● Activity: What lines in the records below include the word "canvas"? Return each one.

[The data Boundary: Start]

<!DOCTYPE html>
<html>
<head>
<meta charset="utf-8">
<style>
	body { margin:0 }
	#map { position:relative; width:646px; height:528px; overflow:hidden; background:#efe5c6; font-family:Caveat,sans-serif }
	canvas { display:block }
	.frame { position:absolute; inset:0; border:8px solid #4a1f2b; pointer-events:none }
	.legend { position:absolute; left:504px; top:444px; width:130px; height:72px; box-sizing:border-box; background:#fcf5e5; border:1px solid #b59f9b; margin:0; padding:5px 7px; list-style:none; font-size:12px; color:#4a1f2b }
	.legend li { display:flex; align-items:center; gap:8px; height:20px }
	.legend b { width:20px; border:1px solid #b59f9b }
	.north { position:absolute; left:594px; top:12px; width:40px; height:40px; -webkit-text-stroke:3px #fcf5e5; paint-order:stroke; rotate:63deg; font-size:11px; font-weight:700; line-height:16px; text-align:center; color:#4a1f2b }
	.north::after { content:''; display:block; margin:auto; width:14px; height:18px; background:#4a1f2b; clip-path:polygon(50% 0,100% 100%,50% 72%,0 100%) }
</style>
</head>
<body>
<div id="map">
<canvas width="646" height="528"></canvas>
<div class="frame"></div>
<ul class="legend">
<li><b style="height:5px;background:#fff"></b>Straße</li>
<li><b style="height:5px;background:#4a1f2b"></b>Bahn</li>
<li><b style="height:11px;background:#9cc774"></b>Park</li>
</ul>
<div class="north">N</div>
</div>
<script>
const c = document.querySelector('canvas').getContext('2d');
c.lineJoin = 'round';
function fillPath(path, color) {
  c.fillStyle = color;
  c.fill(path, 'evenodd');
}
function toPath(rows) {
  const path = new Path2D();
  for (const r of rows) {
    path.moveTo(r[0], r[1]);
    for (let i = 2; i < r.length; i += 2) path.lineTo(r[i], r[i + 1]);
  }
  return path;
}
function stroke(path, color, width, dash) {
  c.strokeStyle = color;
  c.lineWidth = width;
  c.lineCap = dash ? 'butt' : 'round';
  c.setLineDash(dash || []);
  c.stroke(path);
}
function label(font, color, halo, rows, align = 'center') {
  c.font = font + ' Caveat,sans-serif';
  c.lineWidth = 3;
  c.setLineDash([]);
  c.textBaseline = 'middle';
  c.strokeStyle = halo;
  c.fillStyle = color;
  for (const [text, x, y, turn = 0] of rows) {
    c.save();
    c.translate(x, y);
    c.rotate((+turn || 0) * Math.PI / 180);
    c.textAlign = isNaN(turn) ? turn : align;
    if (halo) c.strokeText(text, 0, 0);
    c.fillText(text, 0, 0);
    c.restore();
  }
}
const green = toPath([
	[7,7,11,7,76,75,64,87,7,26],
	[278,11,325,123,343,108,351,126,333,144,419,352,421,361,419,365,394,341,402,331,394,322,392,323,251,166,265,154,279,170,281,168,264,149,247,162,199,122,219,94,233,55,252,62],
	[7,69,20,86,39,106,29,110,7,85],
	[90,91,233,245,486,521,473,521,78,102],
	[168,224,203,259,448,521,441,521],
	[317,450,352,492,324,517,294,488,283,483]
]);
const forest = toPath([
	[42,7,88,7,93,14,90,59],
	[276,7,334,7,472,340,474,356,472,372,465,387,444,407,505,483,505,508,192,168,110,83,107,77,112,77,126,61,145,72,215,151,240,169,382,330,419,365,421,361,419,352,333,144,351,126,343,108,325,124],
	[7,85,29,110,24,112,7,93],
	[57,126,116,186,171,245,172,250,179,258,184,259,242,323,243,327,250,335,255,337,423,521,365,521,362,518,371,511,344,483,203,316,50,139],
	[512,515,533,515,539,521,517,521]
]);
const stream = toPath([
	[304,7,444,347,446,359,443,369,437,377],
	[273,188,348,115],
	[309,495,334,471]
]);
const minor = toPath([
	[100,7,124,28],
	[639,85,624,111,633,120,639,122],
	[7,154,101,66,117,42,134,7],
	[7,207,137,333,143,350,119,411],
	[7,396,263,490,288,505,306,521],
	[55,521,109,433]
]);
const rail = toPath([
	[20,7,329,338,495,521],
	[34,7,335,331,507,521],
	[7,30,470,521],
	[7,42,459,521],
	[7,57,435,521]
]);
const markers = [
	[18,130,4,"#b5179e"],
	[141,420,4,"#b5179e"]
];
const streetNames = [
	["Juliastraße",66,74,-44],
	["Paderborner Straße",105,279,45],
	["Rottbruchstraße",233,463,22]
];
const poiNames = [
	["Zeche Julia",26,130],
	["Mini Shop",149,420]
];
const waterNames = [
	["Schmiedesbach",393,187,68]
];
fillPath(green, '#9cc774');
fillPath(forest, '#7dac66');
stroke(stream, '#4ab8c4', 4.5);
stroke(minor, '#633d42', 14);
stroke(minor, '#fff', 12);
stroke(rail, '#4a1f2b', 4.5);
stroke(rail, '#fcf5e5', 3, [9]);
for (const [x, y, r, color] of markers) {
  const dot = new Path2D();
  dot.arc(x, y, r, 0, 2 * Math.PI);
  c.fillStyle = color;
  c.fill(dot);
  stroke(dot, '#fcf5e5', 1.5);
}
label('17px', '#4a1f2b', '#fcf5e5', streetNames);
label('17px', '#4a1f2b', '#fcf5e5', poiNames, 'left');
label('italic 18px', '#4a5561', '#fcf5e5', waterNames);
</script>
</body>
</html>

[The data Boundary: End]

● Output of the task:
	canvas { display:block }
<canvas width="646" height="528"></canvas>
const c = document.querySelector('canvas').getContext('2d');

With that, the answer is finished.